> **Task directions**: Copy out the whole listing below exactly.

> **Record excerpts**:

######

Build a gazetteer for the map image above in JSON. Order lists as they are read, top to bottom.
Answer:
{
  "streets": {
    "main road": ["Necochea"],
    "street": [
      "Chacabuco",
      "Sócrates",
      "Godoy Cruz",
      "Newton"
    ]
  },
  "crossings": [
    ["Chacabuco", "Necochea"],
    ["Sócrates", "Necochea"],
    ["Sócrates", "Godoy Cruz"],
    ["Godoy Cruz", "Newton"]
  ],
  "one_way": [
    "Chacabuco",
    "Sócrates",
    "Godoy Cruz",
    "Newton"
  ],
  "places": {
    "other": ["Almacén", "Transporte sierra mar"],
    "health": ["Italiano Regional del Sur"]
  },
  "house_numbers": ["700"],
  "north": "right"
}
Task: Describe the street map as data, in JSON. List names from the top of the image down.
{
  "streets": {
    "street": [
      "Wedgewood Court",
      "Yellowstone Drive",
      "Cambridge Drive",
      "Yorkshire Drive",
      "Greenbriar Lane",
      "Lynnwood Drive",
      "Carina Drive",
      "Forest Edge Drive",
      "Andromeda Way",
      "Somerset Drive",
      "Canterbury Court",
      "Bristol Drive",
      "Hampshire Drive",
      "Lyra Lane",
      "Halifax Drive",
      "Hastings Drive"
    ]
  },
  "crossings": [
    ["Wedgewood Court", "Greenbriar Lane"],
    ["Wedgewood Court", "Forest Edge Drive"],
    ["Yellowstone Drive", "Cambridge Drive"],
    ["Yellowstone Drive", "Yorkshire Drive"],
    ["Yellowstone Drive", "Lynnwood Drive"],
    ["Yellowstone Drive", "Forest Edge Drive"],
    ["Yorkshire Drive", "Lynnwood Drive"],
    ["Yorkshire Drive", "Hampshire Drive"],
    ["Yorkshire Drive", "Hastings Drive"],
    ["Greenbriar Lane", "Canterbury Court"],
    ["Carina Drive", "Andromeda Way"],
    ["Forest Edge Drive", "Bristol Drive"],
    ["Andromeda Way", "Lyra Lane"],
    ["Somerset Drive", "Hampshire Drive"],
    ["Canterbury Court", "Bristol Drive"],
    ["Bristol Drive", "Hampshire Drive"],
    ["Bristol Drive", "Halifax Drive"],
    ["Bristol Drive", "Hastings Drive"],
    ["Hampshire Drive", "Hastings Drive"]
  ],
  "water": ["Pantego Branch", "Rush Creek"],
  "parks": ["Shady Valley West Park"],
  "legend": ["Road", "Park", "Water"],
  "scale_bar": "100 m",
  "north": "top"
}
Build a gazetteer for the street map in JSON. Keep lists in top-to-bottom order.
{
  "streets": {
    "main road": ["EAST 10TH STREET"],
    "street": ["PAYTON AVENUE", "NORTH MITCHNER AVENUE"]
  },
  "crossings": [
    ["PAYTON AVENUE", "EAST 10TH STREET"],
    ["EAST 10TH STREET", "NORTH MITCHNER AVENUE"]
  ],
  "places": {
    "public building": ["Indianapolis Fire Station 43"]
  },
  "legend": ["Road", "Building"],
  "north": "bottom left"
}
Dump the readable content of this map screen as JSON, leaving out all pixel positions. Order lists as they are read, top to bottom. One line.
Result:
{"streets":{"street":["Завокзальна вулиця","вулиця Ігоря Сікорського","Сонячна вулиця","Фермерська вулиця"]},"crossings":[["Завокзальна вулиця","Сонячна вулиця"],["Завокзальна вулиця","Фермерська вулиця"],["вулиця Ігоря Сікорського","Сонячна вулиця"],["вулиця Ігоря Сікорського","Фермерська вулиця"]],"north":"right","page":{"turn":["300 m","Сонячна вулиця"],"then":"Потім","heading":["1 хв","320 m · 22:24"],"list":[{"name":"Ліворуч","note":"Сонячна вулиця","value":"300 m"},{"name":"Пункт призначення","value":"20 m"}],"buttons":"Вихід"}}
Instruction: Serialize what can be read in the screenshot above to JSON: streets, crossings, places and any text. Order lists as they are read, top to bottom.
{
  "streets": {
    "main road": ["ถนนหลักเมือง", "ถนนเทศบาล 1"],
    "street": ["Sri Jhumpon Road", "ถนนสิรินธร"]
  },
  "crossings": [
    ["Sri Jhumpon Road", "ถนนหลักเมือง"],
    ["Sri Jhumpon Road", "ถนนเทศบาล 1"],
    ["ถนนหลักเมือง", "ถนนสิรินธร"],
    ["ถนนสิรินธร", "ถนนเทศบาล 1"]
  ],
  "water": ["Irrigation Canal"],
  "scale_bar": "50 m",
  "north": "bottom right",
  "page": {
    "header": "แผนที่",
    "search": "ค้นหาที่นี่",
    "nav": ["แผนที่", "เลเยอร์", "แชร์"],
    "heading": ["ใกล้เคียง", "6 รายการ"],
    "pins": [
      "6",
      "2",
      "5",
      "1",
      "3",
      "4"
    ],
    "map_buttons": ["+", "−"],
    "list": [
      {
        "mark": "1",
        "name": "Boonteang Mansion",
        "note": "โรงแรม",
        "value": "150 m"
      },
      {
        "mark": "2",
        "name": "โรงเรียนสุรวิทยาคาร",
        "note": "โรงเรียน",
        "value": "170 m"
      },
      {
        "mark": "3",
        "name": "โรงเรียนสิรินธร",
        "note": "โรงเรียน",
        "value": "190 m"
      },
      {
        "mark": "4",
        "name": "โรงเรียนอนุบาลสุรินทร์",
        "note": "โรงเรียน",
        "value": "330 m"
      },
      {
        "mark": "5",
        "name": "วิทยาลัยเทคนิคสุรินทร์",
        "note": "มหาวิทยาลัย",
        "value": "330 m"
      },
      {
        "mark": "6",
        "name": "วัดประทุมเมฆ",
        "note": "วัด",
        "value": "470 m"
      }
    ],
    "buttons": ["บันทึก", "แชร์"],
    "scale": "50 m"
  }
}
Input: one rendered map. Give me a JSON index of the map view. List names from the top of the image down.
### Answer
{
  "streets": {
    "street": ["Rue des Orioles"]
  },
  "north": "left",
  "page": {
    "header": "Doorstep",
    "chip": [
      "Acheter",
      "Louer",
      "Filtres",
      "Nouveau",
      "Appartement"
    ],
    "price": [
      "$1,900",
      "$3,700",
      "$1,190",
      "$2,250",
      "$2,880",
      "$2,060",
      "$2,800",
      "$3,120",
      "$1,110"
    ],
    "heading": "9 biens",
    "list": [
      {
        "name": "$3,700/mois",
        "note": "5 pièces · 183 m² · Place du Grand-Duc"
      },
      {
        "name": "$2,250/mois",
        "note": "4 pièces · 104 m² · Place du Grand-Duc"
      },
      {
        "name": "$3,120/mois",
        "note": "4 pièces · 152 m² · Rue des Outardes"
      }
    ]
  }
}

######

> **Response area**:
Build a gazetteer for the map image above in JSON. Order lists as they are read, top to bottom.
Answer:
{
  "streets": {
    "main road": ["Necochea"],
    "street": [
      "Chacabuco",
      "Sócrates",
      "Godoy Cruz",
      "Newton"
    ]
  },
  "crossings": [
    ["Chacabuco", "Necochea"],
    ["Sócrates", "Necochea"],
    ["Sócrates", "Godoy Cruz"],
    ["Godoy Cruz", "Newton"]
  ],
  "one_way": [
    "Chacabuco",
    "Sócrates",
    "Godoy Cruz",
    "Newton"
  ],
  "places": {
    "other": ["Almacén", "Transporte sierra mar"],
    "health": ["Italiano Regional del Sur"]
  },
  "house_numbers": ["700"],
  "north": "right"
}
Task: Describe the street map as data, in JSON. List names from the top of the image down.
{
  "streets": {
    "street": [
      "Wedgewood Court",
      "Yellowstone Drive",
      "Cambridge Drive",
      "Yorkshire Drive",
      "Greenbriar Lane",
      "Lynnwood Drive",
      "Carina Drive",
      "Forest Edge Drive",
      "Andromeda Way",
      "Somerset Drive",
      "Canterbury Court",
      "Bristol Drive",
      "Hampshire Drive",
      "Lyra Lane",
      "Halifax Drive",
      "Hastings Drive"
    ]
  },
  "crossings": [
    ["Wedgewood Court", "Greenbriar Lane"],
    ["Wedgewood Court", "Forest Edge Drive"],
    ["Yellowstone Drive", "Cambridge Drive"],
    ["Yellowstone Drive", "Yorkshire Drive"],
    ["Yellowstone Drive", "Lynnwood Drive"],
    ["Yellowstone Drive", "Forest Edge Drive"],
    ["Yorkshire Drive", "Lynnwood Drive"],
    ["Yorkshire Drive", "Hampshire Drive"],
    ["Yorkshire Drive", "Hastings Drive"],
    ["Greenbriar Lane", "Canterbury Court"],
    ["Carina Drive", "Andromeda Way"],
    ["Forest Edge Drive", "Bristol Drive"],
    ["Andromeda Way", "Lyra Lane"],
    ["Somerset Drive", "Hampshire Drive"],
    ["Canterbury Court", "Bristol Drive"],
    ["Bristol Drive", "Hampshire Drive"],
    ["Bristol Drive", "Halifax Drive"],
    ["Bristol Drive", "Hastings Drive"],
    ["Hampshire Drive", "Hastings Drive"]
  ],
  "water": ["Pantego Branch", "Rush Creek"],
  "parks": ["Shady Valley West Park"],
  "legend": ["Road", "Park", "Water"],
  "scale_bar": "100 m",
  "north": "top"
}
Build a gazetteer for the street map in JSON. Keep lists in top-to-bottom order.
{
  "streets": {
    "main road": ["EAST 10TH STREET"],
    "street": ["PAYTON AVENUE", "NORTH MITCHNER AVENUE"]
  },
  "crossings": [
    ["PAYTON AVENUE", "EAST 10TH STREET"],
    ["EAST 10TH STREET", "NORTH MITCHNER AVENUE"]
  ],
  "places": {
    "public building": ["Indianapolis Fire Station 43"]
  },
  "legend": ["Road", "Building"],
  "north": "bottom left"
}
Dump the readable content of this map screen as JSON, leaving out all pixel positions. Order lists as they are read, top to bottom. One line.
Result:
{"streets":{"street":["Завокзальна вулиця","вулиця Ігоря Сікорського","Сонячна вулиця","Фермерська вулиця"]},"crossings":[["Завокзальна вулиця","Сонячна вулиця"],["Завокзальна вулиця","Фермерська вулиця"],["вулиця Ігоря Сікорського","Сонячна вулиця"],["вулиця Ігоря Сікорського","Фермерська вулиця"]],"north":"right","page":{"turn":["300 m","Сонячна вулиця"],"then":"Потім","heading":["1 хв","320 m · 22:24"],"list":[{"name":"Ліворуч","note":"Сонячна вулиця","value":"300 m"},{"name":"Пункт призначення","value":"20 m"}],"buttons":"Вихід"}}
Instruction: Serialize what can be read in the screenshot above to JSON: streets, crossings, places and any text. Order lists as they are read, top to bottom.
{
  "streets": {
    "main road": ["ถนนหลักเมือง", "ถนนเทศบาล 1"],
    "street": ["Sri Jhumpon Road", "ถนนสิรินธร"]
  },
  "crossings": [
    ["Sri Jhumpon Road", "ถนนหลักเมือง"],
    ["Sri Jhumpon Road", "ถนนเทศบาล 1"],
    ["ถนนหลักเมือง", "ถนนสิรินธร"],
    ["ถนนสิรินธร", "ถนนเทศบาล 1"]
  ],
  "water": ["Irrigation Canal"],
  "scale_bar": "50 m",
  "north": "bottom right",
  "page": {
    "header": "แผนที่",
    "search": "ค้นหาที่นี่",
    "nav": ["แผนที่", "เลเยอร์", "แชร์"],
    "heading": ["ใกล้เคียง", "6 รายการ"],
    "pins": [
      "6",
      "2",
      "5",
      "1",
      "3",
      "4"
    ],
    "map_buttons": ["+", "−"],
    "list": [
      {
        "mark": "1",
        "name": "Boonteang Mansion",
        "note": "โรงแรม",
        "value": "150 m"
      },
      {
        "mark": "2",
        "name": "โรงเรียนสุรวิทยาคาร",
        "note": "โรงเรียน",
        "value": "170 m"
      },
      {
        "mark": "3",
        "name": "โรงเรียนสิรินธร",
        "note": "โรงเรียน",
        "value": "190 m"
      },
      {
        "mark": "4",
        "name": "โรงเรียนอนุบาลสุรินทร์",
        "note": "โรงเรียน",
        "value": "330 m"
      },
      {
        "mark": "5",
        "name": "วิทยาลัยเทคนิคสุรินทร์",
        "note": "มหาวิทยาลัย",
        "value": "330 m"
      },
      {
        "mark": "6",
        "name": "วัดประทุมเมฆ",
        "note": "วัด",
        "value": "470 m"
      }
    ],
    "buttons": ["บันทึก", "แชร์"],
    "scale": "50 m"
  }
}
Input: one rendered map. Give me a JSON index of the map view. List names from the top of the image down.
### Answer
{
  "streets": {
    "street": ["Rue des Orioles"]
  },
  "north": "left",
  "page": {
    "header": "Doorstep",
    "chip": [
      "Acheter",
      "Louer",
      "Filtres",
      "Nouveau",
      "Appartement"
    ],
    "price": [
      "$1,900",
      "$3,700",
      "$1,190",
      "$2,250",
      "$2,880",
      "$2,060",
      "$2,800",
      "$3,120",
      "$1,110"
    ],
    "heading": "9 biens",
    "list": [
      {
        "name": "$3,700/mois",
        "note": "5 pièces · 183 m² · Place du Grand-Duc"
      },
      {
        "name": "$2,250/mois",
        "note": "4 pièces · 104 m² · Place du Grand-Duc"
      },
      {
        "name": "$3,120/mois",
        "note": "4 pièces · 152 m² · Rue des Outardes"
      }
    ]
  }
}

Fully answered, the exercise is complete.